If you don’t own a pilly sweater, you probably live on the Equator and don’t own ANY sweaters. If you own a pilly sweater – infested with tiny wads of condensed-sweater in the armpit region – get ye a sweater shaver. Sink $6 into one from Target, and make your sweaters look good as new. Obviously, this tool works on anything that pills: Scarves, blankets, hats, you name it.
Clear nail polish on sharp edges
Once upon a time, I made a necklace from a bunch of old brooches. I was able to get most of the brooch backing off, but couldn’t seem to clip all of the jagged metal bits. Which meant that it was quite painful to wear! I layered drops of clear nail polish over a series of days to create clear, unobtrusive barriers between the sharp edges and my tender flesh and eventually, it was 100% wearable. This method can be used on any piece of costume jewelry that’s causing you discomfort and needs an invisible buffer.
I feel like most female humans know this one, but just in case: Relatively recent bloodstains can be removed by rinsing with and/or soaking in cold water. NEVER use hot, as it will set the stain. If you’ve got a bloodstain that’s begun to set, put it under a cold tap for a couple of minutes, and then give it the Palmolive treatment.

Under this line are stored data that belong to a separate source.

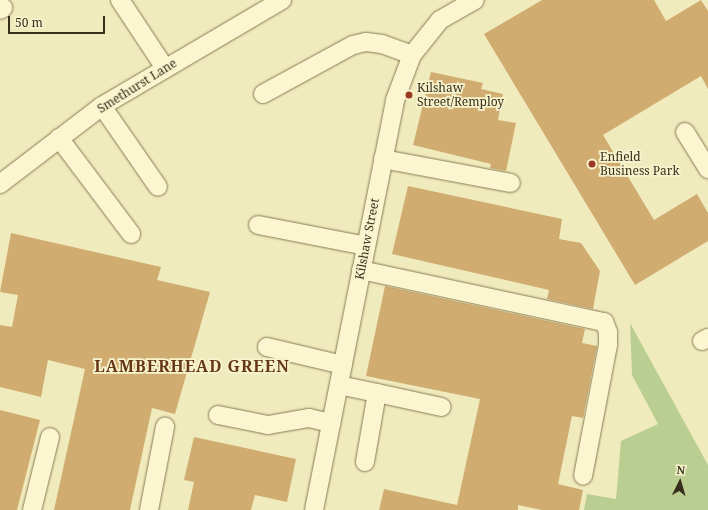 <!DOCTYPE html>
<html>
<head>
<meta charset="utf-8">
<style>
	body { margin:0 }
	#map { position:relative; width:708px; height:510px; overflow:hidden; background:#f0ebbd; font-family:"Noto Serif",serif }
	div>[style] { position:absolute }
	.green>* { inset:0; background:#bbce91 }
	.building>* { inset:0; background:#d0ac70 }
	.roads { filter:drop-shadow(0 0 1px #887b55) drop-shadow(0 0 1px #887b55) }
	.minor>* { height:18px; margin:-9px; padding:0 9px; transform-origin:9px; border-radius:9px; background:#fbf6d0 }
	.dots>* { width:11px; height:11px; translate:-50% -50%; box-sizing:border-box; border:2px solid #f7f3cd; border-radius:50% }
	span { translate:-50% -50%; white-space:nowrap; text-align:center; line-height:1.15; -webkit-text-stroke:3.5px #f7f3cd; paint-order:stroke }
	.street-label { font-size:12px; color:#372e1b }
	.poi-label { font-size:12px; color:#372e1b }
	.left { translate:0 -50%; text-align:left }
	.district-label { font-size:16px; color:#663818; font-weight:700; letter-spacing:1px }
	.north { position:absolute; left:660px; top:462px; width:40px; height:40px; -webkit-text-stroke:3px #f7f3cd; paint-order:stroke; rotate:5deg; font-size:11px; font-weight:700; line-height:16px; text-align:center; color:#372e1b }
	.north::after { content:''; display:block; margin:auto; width:14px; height:18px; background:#372e1b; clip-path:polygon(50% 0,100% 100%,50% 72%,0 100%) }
	.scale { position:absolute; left:8px; top:16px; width:97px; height:18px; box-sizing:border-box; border:2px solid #372e1b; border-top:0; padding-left:5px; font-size:12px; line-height:14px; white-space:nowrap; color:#372e1b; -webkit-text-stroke:3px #f7f3cd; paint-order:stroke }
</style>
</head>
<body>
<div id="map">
	<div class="green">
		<div style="clip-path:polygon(630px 323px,708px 465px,708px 510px,584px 510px,587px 494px,616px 499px,621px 441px,658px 424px,632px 375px)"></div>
	</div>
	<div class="building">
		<div style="clip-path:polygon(542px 0,654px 0,666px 21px,701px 0,708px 11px,708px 89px,701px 76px,603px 135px,654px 220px,697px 194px,708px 213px,708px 241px,635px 285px,484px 34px)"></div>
		<div style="clip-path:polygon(431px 72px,483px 83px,481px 89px,503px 94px,498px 120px,516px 123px,506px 171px,490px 168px,491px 164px,413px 145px)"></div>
		<div style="clip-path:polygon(408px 186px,562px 219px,559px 239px,581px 243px,600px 271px,593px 309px,547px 299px,549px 290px,392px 254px)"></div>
		<div style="clip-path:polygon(11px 233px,161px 267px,157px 280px,210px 292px,175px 414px,152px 408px,130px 510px,54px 510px,85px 369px,48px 360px,41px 397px,0 387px,0 325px,12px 327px,18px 295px,0 292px)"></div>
		<div style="clip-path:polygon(385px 286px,585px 329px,582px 343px,597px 346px,583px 418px,572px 416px,558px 484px,583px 490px,579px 510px,542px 510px,518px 505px,518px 510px,379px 510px,384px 489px,457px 505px,480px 399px,366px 376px)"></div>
		<div style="clip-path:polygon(0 410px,40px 420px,17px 510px,0 510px)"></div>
		<div style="clip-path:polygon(194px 437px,296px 459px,287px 502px,255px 495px,251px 510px,188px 510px,194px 482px,184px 480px)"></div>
	</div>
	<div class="roads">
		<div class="minor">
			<div style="left:120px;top:0;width:82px;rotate:56.5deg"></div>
			<div style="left:0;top:10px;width:4px;rotate:-34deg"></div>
			<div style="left:263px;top:94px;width:102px;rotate:-28.6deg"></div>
			<div style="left:353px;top:45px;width:13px;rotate:-13deg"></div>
			<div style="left:366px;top:42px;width:16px;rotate:7deg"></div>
			<div style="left:382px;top:44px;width:32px;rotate:20deg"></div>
			<div style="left:102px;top:106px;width:98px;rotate:55.3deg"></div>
			<div style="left:685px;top:132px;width:44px;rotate:58.1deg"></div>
			<div style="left:59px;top:138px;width:120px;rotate:53.1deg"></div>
			<div style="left:383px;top:159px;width:130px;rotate:10.6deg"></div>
			<div style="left:0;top:184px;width:128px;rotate:-37.4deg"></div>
			<div style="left:102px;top:106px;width:209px;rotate:-30.5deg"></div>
			<div style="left:258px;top:225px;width:110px;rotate:11deg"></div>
			<div style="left:361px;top:270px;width:249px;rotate:12.1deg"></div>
			<div style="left:604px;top:322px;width:11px;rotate:68deg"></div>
			<div style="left:608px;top:332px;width:13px;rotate:90deg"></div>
			<div style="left:608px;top:345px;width:133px;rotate:100.8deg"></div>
			<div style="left:702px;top:341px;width:7px;rotate:-27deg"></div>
			<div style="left:267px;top:347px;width:78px;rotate:13.3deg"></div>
			<div style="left:339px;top:385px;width:39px;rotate:12deg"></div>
			<div style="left:377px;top:393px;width:70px;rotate:99.9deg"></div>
			<div style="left:377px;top:393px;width:66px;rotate:12.2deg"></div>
			<div style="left:218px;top:415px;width:51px;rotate:11.3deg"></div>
			<div style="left:268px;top:425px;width:42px;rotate:-9.7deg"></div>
			<div style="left:309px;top:418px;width:23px;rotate:13deg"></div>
			<div style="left:32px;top:510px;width:75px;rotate:-76.1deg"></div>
			<div style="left:149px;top:510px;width:85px;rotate:-79.1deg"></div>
			<div style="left:314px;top:510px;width:418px;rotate:-78.8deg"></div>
			<div style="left:395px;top:100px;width:48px;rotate:-69.3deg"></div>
			<div style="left:412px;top:55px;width:45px;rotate:-51.3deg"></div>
			<div style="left:440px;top:20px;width:40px;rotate:-29.7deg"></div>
		</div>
	</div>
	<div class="dots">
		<div style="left:409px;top:95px;background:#9b3922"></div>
		<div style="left:592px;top:164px;background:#9b3922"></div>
	</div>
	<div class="street-label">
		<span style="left:137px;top:86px;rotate:-32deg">Smethurst Lane</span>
		<span style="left:367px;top:239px;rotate:-79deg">Kilshaw Street</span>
	</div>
	<div class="poi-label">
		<span class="left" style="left:417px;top:95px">Kilshaw<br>Street/Remploy</span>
		<span class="left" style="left:600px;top:164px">Enfield<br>Business Park</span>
	</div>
	<div class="district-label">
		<span style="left:192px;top:366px">LAMBERHEAD GREEN</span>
	</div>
	<div class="north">N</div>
	<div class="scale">50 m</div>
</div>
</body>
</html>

Stinky shoes in the freezer
I’ve written about this one before, but it bears repeating. When your shoes start to stank up the joint, it’s generally because they’re full of bacteria. Put them in a ziploc bag and throw them in the freezer for a day or so. Bacteria generally thrive in warm, moist conditions … and expire when it’s dry and cold. You may have to repeat this treatment a few times for optimum effectiveness, but it does work.
Originally posted 2009-02-26 07:24:00.